*Exercise instructions*: Find the word "Minified" in the records and copy every line where it occurs.

== Segment start ==

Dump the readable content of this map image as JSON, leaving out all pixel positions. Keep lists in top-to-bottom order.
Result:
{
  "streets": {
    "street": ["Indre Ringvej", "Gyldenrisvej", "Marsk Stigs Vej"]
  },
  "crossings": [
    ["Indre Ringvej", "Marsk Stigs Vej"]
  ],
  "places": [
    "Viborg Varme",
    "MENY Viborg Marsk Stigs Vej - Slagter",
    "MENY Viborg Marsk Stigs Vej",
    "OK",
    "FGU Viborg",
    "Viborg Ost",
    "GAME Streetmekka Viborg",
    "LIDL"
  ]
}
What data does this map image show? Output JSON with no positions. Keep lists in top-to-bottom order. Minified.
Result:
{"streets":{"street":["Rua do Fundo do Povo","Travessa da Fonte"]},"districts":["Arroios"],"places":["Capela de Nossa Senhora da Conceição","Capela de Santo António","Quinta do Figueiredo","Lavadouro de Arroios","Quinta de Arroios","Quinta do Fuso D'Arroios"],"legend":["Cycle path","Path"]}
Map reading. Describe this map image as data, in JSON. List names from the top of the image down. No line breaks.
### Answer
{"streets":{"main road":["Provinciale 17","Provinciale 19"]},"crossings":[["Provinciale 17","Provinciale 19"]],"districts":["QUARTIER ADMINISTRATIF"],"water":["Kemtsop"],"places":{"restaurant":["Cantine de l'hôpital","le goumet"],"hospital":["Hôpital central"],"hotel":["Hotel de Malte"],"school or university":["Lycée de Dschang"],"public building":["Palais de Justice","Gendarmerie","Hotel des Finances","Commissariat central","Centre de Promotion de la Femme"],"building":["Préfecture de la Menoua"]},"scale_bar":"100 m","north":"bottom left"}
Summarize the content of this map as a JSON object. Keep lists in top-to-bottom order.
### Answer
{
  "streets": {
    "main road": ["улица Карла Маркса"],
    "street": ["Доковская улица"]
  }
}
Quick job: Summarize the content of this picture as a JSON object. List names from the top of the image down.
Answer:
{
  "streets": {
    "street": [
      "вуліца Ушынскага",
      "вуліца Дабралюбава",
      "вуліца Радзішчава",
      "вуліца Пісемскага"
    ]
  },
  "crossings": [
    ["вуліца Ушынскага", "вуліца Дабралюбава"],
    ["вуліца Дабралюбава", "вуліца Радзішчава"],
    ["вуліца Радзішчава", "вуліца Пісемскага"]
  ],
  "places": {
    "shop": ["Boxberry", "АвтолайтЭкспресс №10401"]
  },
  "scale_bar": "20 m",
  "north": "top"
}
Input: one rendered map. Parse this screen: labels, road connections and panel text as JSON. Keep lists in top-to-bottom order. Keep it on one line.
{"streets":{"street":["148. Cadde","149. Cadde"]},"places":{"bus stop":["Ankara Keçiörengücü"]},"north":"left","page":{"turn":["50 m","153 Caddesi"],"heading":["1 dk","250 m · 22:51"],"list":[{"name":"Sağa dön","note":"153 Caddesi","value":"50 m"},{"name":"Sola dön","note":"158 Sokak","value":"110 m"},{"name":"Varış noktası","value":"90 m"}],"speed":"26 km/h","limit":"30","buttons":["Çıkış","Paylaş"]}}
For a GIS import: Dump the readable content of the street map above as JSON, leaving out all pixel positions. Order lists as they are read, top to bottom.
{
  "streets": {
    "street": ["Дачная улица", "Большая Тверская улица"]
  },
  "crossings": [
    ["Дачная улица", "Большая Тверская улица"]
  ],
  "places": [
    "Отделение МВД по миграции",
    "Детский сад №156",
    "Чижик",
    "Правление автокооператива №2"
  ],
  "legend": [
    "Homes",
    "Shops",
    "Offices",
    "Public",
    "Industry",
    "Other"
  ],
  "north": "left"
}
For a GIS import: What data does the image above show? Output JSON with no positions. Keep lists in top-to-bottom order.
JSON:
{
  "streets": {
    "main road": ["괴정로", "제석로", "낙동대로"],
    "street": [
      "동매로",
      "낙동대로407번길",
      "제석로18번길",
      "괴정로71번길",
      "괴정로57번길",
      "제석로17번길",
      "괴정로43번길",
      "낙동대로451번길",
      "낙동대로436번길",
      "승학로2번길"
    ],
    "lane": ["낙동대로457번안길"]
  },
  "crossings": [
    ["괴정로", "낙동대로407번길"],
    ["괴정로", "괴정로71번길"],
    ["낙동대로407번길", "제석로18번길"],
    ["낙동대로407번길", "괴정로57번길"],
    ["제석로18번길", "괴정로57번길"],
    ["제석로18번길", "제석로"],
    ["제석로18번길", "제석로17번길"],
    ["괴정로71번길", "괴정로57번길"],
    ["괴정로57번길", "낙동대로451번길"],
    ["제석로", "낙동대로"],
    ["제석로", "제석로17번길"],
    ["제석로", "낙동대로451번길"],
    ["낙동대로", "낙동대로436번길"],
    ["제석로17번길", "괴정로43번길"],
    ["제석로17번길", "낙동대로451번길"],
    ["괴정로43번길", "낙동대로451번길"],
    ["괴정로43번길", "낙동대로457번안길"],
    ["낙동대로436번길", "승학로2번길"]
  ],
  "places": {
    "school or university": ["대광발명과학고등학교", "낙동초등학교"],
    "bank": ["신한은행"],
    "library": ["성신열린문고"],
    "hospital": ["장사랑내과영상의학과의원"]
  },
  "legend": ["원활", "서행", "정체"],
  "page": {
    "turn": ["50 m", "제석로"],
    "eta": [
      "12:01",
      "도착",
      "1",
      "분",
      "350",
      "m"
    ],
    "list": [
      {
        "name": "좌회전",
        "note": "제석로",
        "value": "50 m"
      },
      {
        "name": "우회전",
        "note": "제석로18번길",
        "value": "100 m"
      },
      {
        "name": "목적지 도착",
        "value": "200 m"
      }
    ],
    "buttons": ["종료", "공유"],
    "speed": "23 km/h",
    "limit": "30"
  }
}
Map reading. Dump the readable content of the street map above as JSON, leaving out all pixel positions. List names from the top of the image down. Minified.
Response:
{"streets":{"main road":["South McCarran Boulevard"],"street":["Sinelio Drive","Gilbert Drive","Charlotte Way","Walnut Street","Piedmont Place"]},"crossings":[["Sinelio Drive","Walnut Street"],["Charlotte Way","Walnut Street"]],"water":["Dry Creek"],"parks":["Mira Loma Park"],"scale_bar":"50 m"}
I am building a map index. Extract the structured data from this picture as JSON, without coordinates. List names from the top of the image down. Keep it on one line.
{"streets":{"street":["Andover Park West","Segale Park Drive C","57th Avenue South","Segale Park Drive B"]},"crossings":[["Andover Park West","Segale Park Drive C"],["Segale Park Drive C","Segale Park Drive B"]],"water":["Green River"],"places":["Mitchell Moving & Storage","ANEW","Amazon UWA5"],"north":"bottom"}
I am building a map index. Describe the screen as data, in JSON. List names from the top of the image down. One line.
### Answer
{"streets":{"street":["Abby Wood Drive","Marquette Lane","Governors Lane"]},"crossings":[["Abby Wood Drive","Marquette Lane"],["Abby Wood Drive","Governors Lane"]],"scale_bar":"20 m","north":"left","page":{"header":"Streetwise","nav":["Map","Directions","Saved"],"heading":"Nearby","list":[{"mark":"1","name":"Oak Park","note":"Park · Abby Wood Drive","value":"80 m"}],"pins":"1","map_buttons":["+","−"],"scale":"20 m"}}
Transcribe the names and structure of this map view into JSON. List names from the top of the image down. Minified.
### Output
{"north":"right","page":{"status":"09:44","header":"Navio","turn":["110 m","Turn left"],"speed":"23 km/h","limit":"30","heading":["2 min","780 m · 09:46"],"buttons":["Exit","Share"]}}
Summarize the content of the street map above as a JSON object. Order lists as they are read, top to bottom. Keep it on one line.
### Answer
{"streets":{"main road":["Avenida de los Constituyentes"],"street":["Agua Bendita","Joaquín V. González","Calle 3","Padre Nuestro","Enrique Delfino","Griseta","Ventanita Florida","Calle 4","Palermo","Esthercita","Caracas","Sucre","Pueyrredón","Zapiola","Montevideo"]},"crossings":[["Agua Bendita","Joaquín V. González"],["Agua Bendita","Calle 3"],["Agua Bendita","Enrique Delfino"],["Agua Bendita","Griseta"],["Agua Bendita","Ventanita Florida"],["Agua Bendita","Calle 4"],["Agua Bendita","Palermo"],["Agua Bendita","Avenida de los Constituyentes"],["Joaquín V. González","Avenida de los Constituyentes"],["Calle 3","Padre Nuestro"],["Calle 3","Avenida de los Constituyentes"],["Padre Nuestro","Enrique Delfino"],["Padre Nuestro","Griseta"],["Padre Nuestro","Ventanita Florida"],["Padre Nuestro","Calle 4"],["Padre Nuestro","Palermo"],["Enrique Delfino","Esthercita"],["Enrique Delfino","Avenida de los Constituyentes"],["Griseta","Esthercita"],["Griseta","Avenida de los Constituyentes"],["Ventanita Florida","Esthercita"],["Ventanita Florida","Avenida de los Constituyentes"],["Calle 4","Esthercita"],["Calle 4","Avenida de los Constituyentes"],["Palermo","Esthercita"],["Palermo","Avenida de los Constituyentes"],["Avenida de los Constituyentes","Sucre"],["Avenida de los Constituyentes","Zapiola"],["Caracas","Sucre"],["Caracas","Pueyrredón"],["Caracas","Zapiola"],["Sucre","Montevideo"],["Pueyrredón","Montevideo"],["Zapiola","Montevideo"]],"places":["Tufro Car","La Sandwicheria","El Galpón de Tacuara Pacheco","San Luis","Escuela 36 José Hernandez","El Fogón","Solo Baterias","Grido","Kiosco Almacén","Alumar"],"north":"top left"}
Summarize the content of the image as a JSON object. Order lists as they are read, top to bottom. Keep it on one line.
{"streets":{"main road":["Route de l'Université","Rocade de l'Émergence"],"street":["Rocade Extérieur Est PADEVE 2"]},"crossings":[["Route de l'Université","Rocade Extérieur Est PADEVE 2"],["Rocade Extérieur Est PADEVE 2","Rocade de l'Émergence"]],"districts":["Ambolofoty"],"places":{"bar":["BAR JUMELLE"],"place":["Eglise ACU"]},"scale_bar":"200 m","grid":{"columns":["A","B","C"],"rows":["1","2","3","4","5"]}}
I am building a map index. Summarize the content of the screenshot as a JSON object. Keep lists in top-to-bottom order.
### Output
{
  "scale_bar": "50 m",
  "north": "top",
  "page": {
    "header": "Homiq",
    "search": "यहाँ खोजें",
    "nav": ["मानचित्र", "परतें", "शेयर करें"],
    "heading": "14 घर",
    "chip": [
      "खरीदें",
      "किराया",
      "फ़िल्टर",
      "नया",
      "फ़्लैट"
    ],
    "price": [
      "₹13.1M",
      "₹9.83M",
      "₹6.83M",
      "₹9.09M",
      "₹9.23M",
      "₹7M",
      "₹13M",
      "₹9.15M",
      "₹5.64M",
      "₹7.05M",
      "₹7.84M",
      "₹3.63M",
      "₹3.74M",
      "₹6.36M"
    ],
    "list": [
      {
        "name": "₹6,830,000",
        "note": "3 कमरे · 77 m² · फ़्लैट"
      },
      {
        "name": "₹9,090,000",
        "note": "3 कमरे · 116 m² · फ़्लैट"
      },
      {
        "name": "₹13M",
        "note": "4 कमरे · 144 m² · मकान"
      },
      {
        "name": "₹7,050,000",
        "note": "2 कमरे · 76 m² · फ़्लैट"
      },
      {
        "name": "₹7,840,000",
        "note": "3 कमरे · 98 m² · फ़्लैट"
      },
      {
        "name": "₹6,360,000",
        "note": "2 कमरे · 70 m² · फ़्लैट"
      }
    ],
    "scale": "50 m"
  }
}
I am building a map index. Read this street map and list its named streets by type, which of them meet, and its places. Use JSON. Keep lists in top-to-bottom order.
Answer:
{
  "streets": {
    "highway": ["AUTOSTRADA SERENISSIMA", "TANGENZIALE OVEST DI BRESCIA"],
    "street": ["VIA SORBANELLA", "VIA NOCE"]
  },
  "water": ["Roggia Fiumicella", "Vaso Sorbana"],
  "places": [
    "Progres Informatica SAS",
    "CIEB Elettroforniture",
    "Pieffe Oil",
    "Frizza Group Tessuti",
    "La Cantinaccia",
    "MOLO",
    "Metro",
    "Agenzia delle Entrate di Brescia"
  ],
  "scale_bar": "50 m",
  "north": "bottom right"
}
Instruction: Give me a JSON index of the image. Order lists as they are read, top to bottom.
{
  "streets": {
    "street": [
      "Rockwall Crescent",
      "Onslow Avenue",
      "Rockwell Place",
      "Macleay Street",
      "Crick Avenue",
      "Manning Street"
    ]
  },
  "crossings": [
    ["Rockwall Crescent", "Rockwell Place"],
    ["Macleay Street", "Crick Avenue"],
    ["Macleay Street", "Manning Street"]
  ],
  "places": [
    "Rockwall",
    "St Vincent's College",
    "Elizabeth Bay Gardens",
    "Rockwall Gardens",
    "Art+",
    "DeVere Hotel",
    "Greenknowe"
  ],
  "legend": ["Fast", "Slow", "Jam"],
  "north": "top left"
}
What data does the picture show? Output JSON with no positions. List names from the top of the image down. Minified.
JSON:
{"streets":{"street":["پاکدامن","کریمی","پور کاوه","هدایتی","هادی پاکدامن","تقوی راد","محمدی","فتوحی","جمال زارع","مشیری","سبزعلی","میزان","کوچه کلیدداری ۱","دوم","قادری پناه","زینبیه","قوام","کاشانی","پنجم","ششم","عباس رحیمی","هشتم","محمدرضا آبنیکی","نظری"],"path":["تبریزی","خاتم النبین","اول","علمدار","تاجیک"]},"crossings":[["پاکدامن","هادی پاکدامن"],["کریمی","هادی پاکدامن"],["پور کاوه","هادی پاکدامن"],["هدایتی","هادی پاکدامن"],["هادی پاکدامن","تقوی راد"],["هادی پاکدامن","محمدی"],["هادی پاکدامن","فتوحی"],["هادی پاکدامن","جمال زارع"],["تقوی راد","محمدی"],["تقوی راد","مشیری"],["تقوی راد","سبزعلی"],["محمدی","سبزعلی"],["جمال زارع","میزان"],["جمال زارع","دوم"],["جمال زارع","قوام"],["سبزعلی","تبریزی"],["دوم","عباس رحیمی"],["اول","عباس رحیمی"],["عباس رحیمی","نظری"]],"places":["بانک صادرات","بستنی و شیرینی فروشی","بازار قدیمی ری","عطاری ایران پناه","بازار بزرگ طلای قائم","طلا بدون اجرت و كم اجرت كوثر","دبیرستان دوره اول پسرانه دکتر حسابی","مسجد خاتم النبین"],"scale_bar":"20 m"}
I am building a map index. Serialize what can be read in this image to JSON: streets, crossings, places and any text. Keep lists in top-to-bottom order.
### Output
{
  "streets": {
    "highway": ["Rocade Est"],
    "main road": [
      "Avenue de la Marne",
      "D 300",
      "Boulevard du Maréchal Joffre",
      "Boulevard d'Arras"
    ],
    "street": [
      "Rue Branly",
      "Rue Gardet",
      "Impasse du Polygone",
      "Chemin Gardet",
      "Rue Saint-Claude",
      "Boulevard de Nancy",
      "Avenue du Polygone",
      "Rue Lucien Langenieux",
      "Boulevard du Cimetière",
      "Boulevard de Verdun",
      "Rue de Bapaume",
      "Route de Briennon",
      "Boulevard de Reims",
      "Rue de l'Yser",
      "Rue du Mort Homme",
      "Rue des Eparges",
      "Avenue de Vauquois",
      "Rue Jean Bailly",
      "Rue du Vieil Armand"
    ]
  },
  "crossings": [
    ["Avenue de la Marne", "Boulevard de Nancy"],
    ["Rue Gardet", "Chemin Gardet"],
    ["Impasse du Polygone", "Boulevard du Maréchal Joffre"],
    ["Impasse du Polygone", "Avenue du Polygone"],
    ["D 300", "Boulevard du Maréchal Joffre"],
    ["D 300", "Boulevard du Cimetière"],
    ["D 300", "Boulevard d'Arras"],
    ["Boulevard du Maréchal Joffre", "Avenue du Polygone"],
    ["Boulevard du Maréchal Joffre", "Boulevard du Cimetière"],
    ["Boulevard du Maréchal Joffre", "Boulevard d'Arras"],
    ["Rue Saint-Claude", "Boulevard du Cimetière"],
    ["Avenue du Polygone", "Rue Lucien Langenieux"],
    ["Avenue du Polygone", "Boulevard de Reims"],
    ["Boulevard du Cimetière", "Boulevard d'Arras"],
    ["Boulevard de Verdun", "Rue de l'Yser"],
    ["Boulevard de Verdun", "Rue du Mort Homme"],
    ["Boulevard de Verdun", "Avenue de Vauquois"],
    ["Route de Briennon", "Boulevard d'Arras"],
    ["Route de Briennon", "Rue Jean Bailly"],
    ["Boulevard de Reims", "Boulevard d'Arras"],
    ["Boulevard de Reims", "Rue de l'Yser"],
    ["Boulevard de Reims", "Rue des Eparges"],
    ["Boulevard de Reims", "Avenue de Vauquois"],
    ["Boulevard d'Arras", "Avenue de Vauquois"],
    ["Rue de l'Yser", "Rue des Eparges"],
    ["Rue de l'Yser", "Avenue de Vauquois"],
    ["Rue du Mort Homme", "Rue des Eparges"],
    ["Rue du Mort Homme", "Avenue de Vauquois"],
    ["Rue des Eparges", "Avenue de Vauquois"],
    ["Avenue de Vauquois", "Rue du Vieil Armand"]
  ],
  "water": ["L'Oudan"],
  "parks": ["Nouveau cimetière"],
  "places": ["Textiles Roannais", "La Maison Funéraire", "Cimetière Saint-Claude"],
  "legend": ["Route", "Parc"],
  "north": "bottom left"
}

== Segment end ==

*The completed task*:
What data does this map image show? Output JSON with no positions. Keep lists in top-to-bottom order. Minified.
Map reading. Dump the readable content of the street map above as JSON, leaving out all pixel positions. List names from the top of the image down. Minified.
Transcribe the names and structure of this map view into JSON. List names from the top of the image down. Minified.
What data does the picture show? Output JSON with no positions. List names from the top of the image down. Minified.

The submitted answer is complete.